§ Your instructions
Take each line from the entries that holds "Barry" and copy it out.

§ Data extracts

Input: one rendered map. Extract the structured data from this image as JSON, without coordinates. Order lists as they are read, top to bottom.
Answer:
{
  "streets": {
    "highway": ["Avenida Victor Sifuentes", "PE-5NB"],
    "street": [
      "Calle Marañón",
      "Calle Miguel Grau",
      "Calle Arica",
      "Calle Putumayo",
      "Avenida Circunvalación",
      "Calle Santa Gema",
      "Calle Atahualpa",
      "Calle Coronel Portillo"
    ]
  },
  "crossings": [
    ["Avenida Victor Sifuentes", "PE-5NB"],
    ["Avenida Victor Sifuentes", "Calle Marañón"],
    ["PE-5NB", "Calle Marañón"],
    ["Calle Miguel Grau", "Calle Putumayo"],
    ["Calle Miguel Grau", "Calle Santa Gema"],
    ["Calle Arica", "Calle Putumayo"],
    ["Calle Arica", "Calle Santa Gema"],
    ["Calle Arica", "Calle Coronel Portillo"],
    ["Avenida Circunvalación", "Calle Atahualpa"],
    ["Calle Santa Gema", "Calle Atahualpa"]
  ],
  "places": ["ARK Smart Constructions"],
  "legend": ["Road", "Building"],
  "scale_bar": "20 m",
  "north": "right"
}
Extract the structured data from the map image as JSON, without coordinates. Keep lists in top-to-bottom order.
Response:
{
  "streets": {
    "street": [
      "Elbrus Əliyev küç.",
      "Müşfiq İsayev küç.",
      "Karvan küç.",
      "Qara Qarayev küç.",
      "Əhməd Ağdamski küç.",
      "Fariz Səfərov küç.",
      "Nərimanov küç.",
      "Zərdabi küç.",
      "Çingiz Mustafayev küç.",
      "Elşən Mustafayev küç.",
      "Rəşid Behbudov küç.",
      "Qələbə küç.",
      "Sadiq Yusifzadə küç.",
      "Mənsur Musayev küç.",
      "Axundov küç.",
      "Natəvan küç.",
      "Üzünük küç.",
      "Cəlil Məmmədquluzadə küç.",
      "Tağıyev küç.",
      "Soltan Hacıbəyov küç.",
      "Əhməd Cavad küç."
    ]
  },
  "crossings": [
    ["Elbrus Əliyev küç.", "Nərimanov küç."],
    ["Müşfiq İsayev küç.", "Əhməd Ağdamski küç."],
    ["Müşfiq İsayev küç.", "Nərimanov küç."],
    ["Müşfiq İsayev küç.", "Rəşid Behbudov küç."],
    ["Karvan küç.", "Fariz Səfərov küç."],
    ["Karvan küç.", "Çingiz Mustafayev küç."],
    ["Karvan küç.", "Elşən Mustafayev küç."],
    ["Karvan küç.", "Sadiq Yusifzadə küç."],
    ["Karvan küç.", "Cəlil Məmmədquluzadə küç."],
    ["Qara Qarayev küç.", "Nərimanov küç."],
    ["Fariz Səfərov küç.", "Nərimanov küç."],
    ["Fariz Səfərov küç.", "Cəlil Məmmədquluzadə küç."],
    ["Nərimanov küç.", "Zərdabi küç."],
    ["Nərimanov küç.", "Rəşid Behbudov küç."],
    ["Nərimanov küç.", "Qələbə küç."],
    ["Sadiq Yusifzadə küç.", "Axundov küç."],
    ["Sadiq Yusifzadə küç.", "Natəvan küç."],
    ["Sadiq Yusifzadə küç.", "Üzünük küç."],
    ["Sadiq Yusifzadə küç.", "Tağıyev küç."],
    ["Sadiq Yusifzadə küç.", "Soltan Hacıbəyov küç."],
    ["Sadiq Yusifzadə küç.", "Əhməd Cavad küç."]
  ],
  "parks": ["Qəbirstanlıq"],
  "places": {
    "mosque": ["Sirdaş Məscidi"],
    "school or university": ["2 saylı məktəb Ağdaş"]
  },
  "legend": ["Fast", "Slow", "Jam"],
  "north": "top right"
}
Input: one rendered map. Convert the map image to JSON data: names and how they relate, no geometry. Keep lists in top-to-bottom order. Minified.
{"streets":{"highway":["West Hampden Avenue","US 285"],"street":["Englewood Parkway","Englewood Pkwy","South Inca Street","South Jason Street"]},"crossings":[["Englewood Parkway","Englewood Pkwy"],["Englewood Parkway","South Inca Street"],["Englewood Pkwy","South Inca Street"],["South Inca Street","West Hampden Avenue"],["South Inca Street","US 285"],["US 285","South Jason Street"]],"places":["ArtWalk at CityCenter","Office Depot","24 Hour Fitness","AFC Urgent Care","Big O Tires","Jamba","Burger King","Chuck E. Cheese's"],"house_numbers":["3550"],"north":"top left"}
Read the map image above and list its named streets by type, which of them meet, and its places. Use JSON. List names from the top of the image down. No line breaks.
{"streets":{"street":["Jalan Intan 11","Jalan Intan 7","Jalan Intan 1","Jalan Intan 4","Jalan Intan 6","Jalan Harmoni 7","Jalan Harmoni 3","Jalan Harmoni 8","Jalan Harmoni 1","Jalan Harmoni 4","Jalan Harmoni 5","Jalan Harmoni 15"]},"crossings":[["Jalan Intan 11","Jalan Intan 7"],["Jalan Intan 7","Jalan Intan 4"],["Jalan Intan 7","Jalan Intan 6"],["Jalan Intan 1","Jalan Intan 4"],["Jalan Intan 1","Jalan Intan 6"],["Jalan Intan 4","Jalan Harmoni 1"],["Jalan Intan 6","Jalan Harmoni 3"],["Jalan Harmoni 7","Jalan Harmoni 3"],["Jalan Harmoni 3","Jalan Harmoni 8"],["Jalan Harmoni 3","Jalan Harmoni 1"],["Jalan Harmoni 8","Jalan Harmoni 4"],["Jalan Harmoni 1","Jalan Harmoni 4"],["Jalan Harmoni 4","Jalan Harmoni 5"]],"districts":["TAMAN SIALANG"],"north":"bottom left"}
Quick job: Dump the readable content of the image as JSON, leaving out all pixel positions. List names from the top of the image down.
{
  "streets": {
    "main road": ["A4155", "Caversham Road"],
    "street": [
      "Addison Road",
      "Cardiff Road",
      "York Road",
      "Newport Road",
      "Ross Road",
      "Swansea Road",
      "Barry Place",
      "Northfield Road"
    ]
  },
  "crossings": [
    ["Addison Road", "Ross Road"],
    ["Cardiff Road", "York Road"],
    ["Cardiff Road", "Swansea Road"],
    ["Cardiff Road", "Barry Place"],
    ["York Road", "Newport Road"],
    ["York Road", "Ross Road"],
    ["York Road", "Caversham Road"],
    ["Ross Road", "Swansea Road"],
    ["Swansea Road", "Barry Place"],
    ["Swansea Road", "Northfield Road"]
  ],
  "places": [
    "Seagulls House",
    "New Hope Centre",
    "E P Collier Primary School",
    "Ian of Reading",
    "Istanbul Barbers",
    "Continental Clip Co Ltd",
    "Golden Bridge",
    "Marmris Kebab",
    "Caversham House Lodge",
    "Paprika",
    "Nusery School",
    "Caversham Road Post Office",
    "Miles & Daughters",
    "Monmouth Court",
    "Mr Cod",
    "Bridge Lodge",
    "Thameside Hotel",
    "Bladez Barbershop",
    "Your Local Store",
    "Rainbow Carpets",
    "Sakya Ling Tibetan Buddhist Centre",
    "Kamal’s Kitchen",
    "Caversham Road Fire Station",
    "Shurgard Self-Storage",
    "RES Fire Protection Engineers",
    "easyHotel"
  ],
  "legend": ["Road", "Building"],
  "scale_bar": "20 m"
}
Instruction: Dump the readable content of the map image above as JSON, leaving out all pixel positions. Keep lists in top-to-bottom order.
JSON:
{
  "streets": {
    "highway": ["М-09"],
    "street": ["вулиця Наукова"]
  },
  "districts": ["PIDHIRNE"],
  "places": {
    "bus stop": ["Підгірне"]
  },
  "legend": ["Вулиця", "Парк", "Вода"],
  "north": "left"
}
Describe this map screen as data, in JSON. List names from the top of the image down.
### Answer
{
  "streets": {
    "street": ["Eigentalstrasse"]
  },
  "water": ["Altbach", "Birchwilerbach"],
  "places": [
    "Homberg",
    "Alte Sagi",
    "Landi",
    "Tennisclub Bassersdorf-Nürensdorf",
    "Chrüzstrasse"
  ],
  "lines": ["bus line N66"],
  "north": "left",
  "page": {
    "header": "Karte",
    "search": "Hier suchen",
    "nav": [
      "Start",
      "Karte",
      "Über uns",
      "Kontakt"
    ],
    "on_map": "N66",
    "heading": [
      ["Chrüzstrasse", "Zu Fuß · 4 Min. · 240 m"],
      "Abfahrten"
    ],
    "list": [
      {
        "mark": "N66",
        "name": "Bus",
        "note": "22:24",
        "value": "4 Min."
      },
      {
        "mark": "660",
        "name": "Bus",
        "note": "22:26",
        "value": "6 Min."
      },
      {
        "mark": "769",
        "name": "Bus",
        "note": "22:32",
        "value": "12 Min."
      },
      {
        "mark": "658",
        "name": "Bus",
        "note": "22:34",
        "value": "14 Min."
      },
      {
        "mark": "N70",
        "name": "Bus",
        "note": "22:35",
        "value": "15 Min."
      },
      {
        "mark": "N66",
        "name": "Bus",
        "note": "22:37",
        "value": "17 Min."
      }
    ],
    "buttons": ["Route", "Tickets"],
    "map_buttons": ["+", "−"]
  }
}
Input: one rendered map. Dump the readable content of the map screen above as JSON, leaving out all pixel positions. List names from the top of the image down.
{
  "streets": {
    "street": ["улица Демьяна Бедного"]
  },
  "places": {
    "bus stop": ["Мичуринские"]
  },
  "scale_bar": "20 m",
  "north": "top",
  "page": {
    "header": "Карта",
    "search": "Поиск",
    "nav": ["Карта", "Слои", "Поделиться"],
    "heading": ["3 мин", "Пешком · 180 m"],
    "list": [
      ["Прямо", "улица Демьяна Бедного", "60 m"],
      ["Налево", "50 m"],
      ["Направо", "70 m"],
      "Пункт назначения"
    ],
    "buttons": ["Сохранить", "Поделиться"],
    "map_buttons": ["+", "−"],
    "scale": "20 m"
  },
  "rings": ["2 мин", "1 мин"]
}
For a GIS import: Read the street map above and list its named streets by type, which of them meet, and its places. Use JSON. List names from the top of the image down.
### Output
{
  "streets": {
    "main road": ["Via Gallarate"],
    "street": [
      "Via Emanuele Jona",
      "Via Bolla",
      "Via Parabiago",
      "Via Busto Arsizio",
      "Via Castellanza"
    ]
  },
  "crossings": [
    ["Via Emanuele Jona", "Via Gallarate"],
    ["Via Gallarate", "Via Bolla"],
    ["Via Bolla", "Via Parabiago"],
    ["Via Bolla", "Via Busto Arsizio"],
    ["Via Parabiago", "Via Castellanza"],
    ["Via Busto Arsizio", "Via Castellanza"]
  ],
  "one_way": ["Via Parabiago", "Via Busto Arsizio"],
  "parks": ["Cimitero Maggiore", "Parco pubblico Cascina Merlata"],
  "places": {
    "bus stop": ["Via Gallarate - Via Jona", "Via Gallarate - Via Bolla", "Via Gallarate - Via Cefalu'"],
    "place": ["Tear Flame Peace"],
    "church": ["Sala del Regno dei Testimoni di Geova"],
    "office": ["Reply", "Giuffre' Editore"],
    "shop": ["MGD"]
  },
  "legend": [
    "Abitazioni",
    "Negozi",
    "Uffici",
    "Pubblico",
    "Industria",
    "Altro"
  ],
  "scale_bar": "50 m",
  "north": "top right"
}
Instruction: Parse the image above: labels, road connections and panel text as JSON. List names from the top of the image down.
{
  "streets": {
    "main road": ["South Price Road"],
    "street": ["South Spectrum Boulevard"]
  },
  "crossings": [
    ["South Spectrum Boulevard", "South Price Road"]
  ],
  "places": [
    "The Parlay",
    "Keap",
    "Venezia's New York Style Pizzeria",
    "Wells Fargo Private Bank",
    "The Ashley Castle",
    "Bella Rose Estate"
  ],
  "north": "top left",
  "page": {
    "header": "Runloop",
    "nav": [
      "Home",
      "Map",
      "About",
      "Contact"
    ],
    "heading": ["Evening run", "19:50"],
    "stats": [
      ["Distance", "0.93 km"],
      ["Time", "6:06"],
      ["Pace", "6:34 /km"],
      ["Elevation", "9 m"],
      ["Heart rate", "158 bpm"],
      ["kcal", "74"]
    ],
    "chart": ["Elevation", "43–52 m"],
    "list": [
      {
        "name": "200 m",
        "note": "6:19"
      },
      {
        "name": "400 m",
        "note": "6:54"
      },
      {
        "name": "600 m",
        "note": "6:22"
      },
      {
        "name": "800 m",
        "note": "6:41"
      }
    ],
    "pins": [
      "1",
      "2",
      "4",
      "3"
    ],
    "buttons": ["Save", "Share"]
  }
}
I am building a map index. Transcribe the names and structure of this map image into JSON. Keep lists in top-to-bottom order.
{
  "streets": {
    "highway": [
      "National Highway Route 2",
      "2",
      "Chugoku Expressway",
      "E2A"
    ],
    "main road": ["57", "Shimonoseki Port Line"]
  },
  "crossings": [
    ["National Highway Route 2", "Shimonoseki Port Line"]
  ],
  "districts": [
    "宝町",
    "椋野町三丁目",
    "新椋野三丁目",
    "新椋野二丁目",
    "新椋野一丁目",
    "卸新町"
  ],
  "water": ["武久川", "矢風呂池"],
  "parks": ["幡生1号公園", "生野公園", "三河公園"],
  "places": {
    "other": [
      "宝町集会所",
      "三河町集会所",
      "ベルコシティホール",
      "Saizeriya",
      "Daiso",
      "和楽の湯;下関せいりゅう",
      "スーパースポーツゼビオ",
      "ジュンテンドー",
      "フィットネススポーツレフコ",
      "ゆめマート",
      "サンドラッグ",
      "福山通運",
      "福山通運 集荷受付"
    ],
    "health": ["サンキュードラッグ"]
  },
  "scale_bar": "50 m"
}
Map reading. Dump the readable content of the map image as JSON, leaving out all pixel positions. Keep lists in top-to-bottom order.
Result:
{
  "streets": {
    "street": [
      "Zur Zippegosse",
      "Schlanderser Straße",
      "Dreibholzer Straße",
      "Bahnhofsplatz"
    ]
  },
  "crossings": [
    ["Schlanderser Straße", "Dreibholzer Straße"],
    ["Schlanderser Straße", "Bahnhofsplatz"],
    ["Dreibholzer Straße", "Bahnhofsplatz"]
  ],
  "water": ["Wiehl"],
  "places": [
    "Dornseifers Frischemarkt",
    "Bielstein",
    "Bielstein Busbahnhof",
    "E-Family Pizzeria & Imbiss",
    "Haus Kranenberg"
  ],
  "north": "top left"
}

§ Problem solution
      "Barry Place",
    ["Cardiff Road", "Barry Place"],
    ["Swansea Road", "Barry Place"],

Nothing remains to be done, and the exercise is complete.